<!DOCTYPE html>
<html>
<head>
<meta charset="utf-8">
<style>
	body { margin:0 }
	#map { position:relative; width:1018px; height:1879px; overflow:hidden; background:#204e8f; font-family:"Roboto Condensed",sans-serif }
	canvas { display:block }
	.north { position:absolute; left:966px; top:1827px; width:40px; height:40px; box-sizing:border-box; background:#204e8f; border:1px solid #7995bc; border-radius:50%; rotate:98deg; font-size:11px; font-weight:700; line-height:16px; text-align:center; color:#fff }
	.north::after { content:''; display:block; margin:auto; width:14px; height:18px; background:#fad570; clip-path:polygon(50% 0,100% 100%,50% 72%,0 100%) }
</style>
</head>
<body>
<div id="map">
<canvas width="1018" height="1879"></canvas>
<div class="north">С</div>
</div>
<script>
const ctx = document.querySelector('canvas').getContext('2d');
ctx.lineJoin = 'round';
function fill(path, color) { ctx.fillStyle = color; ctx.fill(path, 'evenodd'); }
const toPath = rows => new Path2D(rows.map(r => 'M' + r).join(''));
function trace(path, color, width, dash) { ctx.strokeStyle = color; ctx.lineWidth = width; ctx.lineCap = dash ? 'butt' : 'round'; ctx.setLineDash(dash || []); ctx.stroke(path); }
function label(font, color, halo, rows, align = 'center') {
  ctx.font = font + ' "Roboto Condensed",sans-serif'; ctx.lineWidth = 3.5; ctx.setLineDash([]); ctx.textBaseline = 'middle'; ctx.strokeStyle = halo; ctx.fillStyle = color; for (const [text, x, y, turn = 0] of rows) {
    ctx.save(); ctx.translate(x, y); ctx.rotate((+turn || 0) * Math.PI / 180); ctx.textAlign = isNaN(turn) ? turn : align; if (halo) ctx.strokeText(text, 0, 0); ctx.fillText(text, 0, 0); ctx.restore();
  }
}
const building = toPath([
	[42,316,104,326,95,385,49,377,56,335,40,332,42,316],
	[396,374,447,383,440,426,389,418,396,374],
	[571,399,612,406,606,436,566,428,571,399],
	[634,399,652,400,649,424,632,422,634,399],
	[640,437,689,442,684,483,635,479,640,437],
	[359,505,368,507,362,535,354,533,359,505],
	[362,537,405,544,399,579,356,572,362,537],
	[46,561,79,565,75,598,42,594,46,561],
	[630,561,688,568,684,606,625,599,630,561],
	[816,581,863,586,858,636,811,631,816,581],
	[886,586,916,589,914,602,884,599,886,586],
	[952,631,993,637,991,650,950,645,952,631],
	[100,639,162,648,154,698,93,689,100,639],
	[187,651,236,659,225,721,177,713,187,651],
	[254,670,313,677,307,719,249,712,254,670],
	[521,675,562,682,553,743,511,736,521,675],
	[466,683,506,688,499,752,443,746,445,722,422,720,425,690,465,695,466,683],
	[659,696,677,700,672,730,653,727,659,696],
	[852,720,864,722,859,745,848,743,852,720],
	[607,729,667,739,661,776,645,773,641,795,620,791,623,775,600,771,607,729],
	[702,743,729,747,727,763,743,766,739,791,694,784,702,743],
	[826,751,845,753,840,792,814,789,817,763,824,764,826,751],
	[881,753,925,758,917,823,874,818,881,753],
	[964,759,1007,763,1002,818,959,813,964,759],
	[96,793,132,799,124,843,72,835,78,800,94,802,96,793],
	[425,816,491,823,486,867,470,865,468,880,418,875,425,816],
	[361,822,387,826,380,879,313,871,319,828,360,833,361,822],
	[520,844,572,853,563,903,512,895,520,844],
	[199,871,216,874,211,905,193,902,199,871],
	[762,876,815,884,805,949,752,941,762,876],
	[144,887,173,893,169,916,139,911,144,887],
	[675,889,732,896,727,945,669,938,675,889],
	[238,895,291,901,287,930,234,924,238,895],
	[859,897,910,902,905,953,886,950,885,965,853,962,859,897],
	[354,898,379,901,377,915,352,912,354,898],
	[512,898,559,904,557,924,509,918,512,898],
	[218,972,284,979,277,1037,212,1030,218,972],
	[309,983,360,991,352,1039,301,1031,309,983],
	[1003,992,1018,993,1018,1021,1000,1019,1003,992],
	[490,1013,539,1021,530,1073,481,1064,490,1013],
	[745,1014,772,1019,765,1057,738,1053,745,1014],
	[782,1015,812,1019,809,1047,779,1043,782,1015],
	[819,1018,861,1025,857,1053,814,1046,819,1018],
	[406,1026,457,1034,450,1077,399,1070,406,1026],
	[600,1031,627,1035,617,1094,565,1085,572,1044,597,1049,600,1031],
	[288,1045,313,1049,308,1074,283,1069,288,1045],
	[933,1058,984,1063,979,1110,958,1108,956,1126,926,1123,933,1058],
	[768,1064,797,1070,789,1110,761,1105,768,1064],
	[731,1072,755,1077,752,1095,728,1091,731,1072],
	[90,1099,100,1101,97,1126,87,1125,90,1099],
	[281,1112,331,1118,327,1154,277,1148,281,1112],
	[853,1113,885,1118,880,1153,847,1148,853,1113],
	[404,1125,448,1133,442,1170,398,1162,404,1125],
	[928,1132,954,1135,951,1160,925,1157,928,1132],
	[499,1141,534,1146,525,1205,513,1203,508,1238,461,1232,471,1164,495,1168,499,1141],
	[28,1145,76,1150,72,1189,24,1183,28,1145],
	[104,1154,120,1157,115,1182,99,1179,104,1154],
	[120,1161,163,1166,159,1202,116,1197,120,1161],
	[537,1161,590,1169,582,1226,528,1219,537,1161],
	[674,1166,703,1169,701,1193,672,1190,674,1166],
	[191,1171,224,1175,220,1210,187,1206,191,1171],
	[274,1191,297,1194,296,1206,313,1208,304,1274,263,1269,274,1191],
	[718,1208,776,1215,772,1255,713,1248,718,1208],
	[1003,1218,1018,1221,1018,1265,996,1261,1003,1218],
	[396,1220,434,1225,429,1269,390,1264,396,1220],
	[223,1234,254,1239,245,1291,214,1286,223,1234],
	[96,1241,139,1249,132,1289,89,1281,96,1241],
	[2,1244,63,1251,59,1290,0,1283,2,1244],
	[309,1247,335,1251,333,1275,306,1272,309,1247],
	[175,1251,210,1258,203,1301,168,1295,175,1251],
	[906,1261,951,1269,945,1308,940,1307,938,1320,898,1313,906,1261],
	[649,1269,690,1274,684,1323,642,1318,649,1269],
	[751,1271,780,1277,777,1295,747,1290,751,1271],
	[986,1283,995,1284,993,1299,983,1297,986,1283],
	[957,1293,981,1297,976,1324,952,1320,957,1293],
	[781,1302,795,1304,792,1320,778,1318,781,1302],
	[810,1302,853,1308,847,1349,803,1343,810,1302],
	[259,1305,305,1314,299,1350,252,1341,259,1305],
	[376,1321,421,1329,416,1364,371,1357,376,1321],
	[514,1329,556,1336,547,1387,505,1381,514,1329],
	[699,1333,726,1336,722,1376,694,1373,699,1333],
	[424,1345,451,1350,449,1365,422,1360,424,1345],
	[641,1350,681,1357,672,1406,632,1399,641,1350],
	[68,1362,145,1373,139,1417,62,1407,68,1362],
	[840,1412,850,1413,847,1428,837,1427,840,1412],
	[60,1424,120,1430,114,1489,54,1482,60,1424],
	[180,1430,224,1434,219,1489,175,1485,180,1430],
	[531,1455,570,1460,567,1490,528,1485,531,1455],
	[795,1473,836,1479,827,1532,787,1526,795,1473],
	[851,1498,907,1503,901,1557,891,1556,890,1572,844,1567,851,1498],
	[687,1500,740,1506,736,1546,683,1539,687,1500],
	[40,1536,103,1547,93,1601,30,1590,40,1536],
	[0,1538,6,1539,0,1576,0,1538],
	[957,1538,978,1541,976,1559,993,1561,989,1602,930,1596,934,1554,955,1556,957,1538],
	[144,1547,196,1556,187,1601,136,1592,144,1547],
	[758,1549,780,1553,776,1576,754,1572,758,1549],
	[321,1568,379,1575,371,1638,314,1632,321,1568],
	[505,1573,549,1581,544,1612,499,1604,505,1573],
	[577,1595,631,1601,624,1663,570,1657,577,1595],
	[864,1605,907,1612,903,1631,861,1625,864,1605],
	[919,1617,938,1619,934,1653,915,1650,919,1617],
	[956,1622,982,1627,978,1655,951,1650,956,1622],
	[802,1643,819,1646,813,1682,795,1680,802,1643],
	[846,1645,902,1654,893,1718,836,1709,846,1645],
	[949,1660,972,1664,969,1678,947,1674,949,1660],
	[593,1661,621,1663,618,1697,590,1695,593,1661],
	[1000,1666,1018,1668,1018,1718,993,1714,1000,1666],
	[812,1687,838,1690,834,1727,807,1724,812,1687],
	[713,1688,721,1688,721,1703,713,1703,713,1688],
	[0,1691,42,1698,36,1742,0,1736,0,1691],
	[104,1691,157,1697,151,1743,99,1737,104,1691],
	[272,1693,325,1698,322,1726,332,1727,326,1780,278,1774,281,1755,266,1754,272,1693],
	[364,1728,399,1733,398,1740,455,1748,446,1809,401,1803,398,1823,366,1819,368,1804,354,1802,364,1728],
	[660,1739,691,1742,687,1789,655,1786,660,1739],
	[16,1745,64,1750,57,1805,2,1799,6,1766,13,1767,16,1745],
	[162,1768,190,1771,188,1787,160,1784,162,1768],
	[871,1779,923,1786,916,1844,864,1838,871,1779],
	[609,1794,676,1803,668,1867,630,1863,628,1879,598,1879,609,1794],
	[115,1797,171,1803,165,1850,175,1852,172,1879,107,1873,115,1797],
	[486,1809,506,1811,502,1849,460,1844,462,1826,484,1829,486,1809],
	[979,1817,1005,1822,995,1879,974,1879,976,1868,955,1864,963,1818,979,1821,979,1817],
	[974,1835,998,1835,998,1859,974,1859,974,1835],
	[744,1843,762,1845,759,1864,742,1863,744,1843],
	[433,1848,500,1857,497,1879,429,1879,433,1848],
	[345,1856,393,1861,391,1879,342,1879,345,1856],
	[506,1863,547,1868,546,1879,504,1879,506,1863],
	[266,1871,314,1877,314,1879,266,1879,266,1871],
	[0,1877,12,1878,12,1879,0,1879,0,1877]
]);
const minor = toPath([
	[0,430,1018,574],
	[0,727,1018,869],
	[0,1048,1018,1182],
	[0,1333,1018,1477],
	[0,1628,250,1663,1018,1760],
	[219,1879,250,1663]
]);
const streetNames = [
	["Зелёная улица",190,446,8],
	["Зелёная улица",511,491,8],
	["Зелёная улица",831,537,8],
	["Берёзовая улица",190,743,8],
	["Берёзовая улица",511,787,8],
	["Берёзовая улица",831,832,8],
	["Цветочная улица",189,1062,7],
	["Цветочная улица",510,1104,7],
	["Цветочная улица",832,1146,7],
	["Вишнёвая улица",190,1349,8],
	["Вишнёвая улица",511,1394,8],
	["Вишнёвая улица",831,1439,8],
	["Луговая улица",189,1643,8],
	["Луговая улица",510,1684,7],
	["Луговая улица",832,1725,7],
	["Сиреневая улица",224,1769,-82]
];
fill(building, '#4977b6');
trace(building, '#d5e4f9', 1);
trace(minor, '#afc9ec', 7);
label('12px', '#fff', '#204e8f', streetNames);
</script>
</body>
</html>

* **Assignment**:
Tell how many lines of the data above hold the string "strokeStyle". Give only the number.

* **Expected answer**:
2